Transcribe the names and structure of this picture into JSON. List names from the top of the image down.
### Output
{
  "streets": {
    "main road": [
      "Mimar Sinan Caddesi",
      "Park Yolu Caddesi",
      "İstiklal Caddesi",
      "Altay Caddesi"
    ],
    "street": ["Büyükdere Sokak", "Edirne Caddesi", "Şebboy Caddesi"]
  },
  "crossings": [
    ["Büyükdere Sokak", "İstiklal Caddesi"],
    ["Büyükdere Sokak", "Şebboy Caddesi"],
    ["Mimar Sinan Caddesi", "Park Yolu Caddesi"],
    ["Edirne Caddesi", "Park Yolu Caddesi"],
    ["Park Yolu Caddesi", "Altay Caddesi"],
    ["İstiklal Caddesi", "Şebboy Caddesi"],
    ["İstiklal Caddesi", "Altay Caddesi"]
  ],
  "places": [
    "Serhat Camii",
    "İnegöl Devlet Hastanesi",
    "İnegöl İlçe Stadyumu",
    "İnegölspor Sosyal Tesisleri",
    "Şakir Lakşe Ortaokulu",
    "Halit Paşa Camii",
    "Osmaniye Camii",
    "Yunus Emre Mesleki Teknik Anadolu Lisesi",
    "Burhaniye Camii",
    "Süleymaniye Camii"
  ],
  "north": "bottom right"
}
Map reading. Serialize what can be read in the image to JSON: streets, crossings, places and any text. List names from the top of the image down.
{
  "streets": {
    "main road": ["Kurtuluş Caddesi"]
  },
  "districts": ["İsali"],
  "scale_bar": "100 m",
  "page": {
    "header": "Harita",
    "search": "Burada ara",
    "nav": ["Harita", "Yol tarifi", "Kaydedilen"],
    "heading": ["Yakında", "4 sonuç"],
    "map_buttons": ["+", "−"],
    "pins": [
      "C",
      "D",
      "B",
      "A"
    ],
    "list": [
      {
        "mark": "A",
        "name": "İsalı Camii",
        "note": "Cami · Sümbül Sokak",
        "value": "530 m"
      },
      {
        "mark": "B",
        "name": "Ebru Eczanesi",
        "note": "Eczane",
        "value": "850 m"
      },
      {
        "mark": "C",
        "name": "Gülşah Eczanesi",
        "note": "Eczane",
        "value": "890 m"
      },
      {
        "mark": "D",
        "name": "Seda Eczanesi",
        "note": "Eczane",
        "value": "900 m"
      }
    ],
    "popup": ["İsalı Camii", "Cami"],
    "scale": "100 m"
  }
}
——————
● **Prompt**
Whenever the word "value" occurs in a line above, copy that line.

● **Problem solution**
        "value": "530 m"
        "value": "850 m"
        "value": "890 m"
        "value": "900 m"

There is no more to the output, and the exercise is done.